Вот этого наши свежеиспеченные «националисты» не хотят понимать, или притворяется непонимающими. Дешево они продают наш национализм — за жаргон да за самостоятельной ведение нашими благотворительными учреждения и, ибо от религии они уже давно отказались. В конце концов, я не отдам ни одного действительного религиозного еврея, основательно знающего наш национальный язык и глубоко верующего в пришествие Мессии за тысячу еврейских «прогрессивных националистов», вытравивших из своих душ все еврейское и оставивших одно только уродливое сознание голуса — жаргон, которого многие из них и не знают, который они отстаивают без веры и любви. Религиозный еврей инстинктивно познает, что теперь у нас ничего нет, но он верит, что мы снова заживем полной национальной жизнью, и стремится к этой жизни. В нем слабо национальное сознание, но развить глубокое национальное чувство.

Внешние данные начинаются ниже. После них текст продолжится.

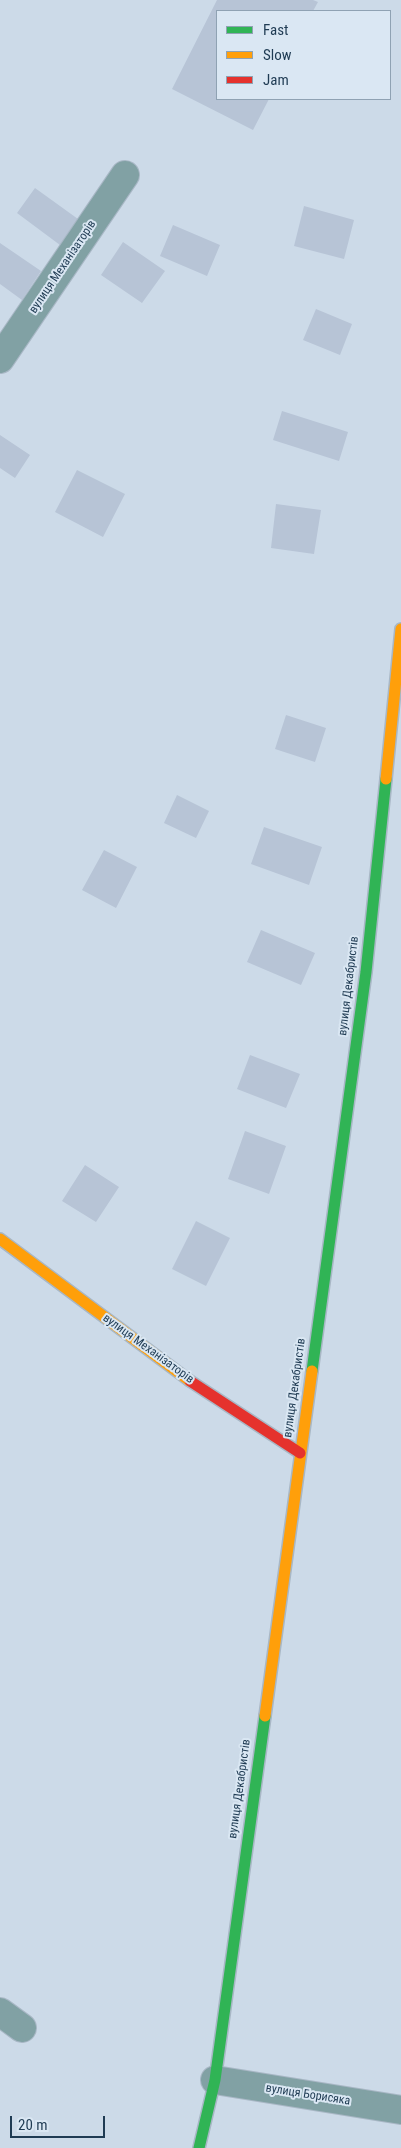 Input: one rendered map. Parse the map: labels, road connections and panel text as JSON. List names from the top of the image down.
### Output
{
  "streets": {
    "street": ["вулиця Механізаторів", "вулиця Декабристів", "вулиця Борисяка"]
  },
  "crossings": [
    ["вулиця Механізаторів", "вулиця Декабристів"],
    ["вулиця Декабристів", "вулиця Борисяка"]
  ],
  "legend": ["Fast", "Slow", "Jam"],
  "scale_bar": "20 m"
}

Те же, которые основывают все семейство на жаргоне, лишены этого чувства, без которого немыслимо и национальное сознание. У них остались только пустые, безжизненные рассуждения о национализме.
II
[править]Следует, однако, отличать национальные права от национальной жизни. Вы можете по собственному желанию остаться дома за работой по целым дням и не выходить на улицу, — это вам не причинил никаких страданий. Если же вас насильно посадят дома хоть на одну неделю, т. е. если вас подвергнут домашнему ареста на семь дней, то вы от этого будете глубоко страдать. То же самое относится и к национальным правам. Сможете ли вы действительно использовать эти права в своих интересах другой вопрос, но иметь их — очень важно. Наше человеческое достоинство требует, чтобы мы везде были признаны официально особой нацией, чтобы мы имели право самостоятельно устраивать свои дела, свои общины, свои просветительные учреждения, чтобы мы имели право преподавать в наших школах на желательно нам языке, на еврейской, жаргоне или даже на русском, — как нам угодно будет. Мы вправе требовать, чтобы в местностях с преобладающим еврейский населением чиновники обязаны были знать наш язык, одним словом, как люди, мы имеем право защищать наше человеческое достоинство. Захотят ли евреи посылать своих детей в русские или жаргонных школы — покажет сама жизнь, но нам должно быть предоставлении право преподавать в наших школах на желательном нам языке. Это ясно, и если бы все стали на такую точку зрения, то мы избегли бы многих бесполезных пререканий и чрезвычайно вредной внутренней борьбы.
За последнее время у нас расплодилось множество горячих защитников жаргона, как фактора и необходимо го условия для развития национальной культуры. Я вспоминаю теперь учительский съезд, состоявшийся в Вильне несколько лет назад. На этом съезде серьезно проводились мысль об окончательно исключение из программы еврейских школ «древне»-еврейского языка и всего того, что находится в связи с ним. Один жаргонных писатель предложил даже перевести Библию на жаргон, дабы отвлечь этим евреев от исторического языка. Другие предлагали, чтобы начали писать на жаргоне латинскими буквами, дабы не только язык, но и внешняя форма Торы пришла в забвение. Все эти предложения доказывают, что их авторы совершенно незнакомы с нашей историей.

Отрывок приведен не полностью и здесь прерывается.